* Data supplied
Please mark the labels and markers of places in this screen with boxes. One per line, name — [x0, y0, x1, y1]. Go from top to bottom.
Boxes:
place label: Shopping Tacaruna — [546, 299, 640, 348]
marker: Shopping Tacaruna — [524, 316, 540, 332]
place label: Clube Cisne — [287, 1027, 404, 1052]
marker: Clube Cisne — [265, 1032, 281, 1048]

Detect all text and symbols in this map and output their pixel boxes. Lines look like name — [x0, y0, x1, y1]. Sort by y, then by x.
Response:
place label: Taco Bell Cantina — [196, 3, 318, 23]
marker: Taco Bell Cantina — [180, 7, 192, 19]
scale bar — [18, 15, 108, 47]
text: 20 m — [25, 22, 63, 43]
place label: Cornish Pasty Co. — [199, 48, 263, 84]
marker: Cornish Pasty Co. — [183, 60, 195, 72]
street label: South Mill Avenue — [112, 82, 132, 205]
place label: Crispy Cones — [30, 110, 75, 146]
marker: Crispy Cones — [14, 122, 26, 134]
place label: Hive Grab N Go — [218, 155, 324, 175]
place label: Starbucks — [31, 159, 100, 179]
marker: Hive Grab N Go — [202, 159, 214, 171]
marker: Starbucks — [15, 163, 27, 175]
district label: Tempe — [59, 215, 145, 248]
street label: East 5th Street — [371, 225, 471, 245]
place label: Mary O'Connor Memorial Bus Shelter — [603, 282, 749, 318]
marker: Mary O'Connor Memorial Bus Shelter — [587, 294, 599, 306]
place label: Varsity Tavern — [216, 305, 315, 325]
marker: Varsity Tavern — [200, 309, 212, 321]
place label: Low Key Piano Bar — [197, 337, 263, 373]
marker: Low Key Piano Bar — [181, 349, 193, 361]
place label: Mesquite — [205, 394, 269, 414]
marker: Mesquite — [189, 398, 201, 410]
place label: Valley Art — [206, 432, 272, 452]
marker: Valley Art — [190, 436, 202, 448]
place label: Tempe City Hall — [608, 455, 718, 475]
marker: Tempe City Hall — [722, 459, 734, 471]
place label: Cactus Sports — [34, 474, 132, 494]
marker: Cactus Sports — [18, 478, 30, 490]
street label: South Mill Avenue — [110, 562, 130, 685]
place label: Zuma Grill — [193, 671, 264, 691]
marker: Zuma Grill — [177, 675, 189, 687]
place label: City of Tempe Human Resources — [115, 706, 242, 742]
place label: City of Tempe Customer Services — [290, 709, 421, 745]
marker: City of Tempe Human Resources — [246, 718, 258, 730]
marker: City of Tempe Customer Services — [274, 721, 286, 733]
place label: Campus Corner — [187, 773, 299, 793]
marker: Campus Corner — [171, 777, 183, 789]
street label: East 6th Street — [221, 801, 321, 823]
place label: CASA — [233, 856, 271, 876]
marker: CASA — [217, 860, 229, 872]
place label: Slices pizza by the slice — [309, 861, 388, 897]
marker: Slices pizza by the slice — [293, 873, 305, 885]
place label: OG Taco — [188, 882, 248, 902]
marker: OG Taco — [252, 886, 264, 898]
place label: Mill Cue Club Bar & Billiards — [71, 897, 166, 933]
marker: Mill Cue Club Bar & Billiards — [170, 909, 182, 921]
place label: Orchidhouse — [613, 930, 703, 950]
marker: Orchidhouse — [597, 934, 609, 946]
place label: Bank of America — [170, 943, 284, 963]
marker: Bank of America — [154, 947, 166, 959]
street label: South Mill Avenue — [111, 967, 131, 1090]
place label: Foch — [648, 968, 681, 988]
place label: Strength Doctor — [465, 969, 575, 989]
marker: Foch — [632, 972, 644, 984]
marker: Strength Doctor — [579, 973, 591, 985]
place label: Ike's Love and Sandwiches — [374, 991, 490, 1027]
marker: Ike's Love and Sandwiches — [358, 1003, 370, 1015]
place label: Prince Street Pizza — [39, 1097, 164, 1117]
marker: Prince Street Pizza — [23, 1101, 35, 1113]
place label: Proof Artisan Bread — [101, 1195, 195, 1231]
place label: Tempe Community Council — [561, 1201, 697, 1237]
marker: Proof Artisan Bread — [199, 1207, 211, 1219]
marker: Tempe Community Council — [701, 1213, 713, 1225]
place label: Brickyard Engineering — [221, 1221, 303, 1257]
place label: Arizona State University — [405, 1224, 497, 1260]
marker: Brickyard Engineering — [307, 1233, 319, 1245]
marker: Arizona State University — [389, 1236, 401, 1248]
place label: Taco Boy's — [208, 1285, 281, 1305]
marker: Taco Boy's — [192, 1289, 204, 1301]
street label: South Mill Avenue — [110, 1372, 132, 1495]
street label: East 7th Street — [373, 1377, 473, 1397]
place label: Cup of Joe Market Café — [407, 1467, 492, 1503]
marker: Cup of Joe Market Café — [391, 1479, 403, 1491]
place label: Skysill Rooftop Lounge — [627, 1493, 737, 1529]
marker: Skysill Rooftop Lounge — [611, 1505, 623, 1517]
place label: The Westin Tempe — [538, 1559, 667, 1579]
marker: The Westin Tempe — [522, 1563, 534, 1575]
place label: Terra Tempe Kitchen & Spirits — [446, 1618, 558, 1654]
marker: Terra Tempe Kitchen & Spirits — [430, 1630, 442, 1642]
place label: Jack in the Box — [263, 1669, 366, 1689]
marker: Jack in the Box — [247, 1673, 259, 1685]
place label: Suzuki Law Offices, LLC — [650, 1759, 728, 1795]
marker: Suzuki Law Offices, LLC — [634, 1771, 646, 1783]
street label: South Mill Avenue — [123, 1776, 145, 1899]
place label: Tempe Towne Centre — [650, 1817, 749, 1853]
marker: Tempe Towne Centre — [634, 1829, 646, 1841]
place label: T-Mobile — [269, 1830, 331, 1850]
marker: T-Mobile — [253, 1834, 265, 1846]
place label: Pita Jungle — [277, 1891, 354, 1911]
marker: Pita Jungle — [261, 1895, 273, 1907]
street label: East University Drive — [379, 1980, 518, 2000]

* Work item
After the last line of the data, restate all the entries verbatim.

* Response to this exercise
Please mark the labels and markers of places in this screen with boxes. One per line, name — [x0, y0, x1, y1]. Go from top to bottom.
Boxes:
place label: Shopping Tacaruna — [546, 299, 640, 348]
marker: Shopping Tacaruna — [524, 316, 540, 332]
place label: Clube Cisne — [287, 1027, 404, 1052]
marker: Clube Cisne — [265, 1032, 281, 1048]

Detect all text and symbols in this map and output their pixel boxes. Lines look like name — [x0, y0, x1, y1]. Sort by y, then by x.
Response:
place label: Taco Bell Cantina — [196, 3, 318, 23]
marker: Taco Bell Cantina — [180, 7, 192, 19]
scale bar — [18, 15, 108, 47]
text: 20 m — [25, 22, 63, 43]
place label: Cornish Pasty Co. — [199, 48, 263, 84]
marker: Cornish Pasty Co. — [183, 60, 195, 72]
street label: South Mill Avenue — [112, 82, 132, 205]
place label: Crispy Cones — [30, 110, 75, 146]
marker: Crispy Cones — [14, 122, 26, 134]
place label: Hive Grab N Go — [218, 155, 324, 175]
place label: Starbucks — [31, 159, 100, 179]
marker: Hive Grab N Go — [202, 159, 214, 171]
marker: Starbucks — [15, 163, 27, 175]
district label: Tempe — [59, 215, 145, 248]
street label: East 5th Street — [371, 225, 471, 245]
place label: Mary O'Connor Memorial Bus Shelter — [603, 282, 749, 318]
marker: Mary O'Connor Memorial Bus Shelter — [587, 294, 599, 306]
place label: Varsity Tavern — [216, 305, 315, 325]
marker: Varsity Tavern — [200, 309, 212, 321]
place label: Low Key Piano Bar — [197, 337, 263, 373]
marker: Low Key Piano Bar — [181, 349, 193, 361]
place label: Mesquite — [205, 394, 269, 414]
marker: Mesquite — [189, 398, 201, 410]
place label: Valley Art — [206, 432, 272, 452]
marker: Valley Art — [190, 436, 202, 448]
place label: Tempe City Hall — [608, 455, 718, 475]
marker: Tempe City Hall — [722, 459, 734, 471]
place label: Cactus Sports — [34, 474, 132, 494]
marker: Cactus Sports — [18, 478, 30, 490]
street label: South Mill Avenue — [110, 562, 130, 685]
place label: Zuma Grill — [193, 671, 264, 691]
marker: Zuma Grill — [177, 675, 189, 687]
place label: City of Tempe Human Resources — [115, 706, 242, 742]
place label: City of Tempe Customer Services — [290, 709, 421, 745]
marker: City of Tempe Human Resources — [246, 718, 258, 730]
marker: City of Tempe Customer Services — [274, 721, 286, 733]
place label: Campus Corner — [187, 773, 299, 793]
marker: Campus Corner — [171, 777, 183, 789]
street label: East 6th Street — [221, 801, 321, 823]
place label: CASA — [233, 856, 271, 876]
marker: CASA — [217, 860, 229, 872]
place label: Slices pizza by the slice — [309, 861, 388, 897]
marker: Slices pizza by the slice — [293, 873, 305, 885]
place label: OG Taco — [188, 882, 248, 902]
marker: OG Taco — [252, 886, 264, 898]
place label: Mill Cue Club Bar & Billiards — [71, 897, 166, 933]
marker: Mill Cue Club Bar & Billiards — [170, 909, 182, 921]
place label: Orchidhouse — [613, 930, 703, 950]
marker: Orchidhouse — [597, 934, 609, 946]
place label: Bank of America — [170, 943, 284, 963]
marker: Bank of America — [154, 947, 166, 959]
street label: South Mill Avenue — [111, 967, 131, 1090]
place label: Foch — [648, 968, 681, 988]
place label: Strength Doctor — [465, 969, 575, 989]
marker: Foch — [632, 972, 644, 984]
marker: Strength Doctor — [579, 973, 591, 985]
place label: Ike's Love and Sandwiches — [374, 991, 490, 1027]
marker: Ike's Love and Sandwiches — [358, 1003, 370, 1015]
place label: Prince Street Pizza — [39, 1097, 164, 1117]
marker: Prince Street Pizza — [23, 1101, 35, 1113]
place label: Proof Artisan Bread — [101, 1195, 195, 1231]
place label: Tempe Community Council — [561, 1201, 697, 1237]
marker: Proof Artisan Bread — [199, 1207, 211, 1219]
marker: Tempe Community Council — [701, 1213, 713, 1225]
place label: Brickyard Engineering — [221, 1221, 303, 1257]
place label: Arizona State University — [405, 1224, 497, 1260]
marker: Brickyard Engineering — [307, 1233, 319, 1245]
marker: Arizona State University — [389, 1236, 401, 1248]
place label: Taco Boy's — [208, 1285, 281, 1305]
marker: Taco Boy's — [192, 1289, 204, 1301]
street label: South Mill Avenue — [110, 1372, 132, 1495]
street label: East 7th Street — [373, 1377, 473, 1397]
place label: Cup of Joe Market Café — [407, 1467, 492, 1503]
marker: Cup of Joe Market Café — [391, 1479, 403, 1491]
place label: Skysill Rooftop Lounge — [627, 1493, 737, 1529]
marker: Skysill Rooftop Lounge — [611, 1505, 623, 1517]
place label: The Westin Tempe — [538, 1559, 667, 1579]
marker: The Westin Tempe — [522, 1563, 534, 1575]
place label: Terra Tempe Kitchen & Spirits — [446, 1618, 558, 1654]
marker: Terra Tempe Kitchen & Spirits — [430, 1630, 442, 1642]
place label: Jack in the Box — [263, 1669, 366, 1689]
marker: Jack in the Box — [247, 1673, 259, 1685]
place label: Suzuki Law Offices, LLC — [650, 1759, 728, 1795]
marker: Suzuki Law Offices, LLC — [634, 1771, 646, 1783]
street label: South Mill Avenue — [123, 1776, 145, 1899]
place label: Tempe Towne Centre — [650, 1817, 749, 1853]
marker: Tempe Towne Centre — [634, 1829, 646, 1841]
place label: T-Mobile — [269, 1830, 331, 1850]
marker: T-Mobile — [253, 1834, 265, 1846]
place label: Pita Jungle — [277, 1891, 354, 1911]
marker: Pita Jungle — [261, 1895, 273, 1907]
street label: East University Drive — [379, 1980, 518, 2000]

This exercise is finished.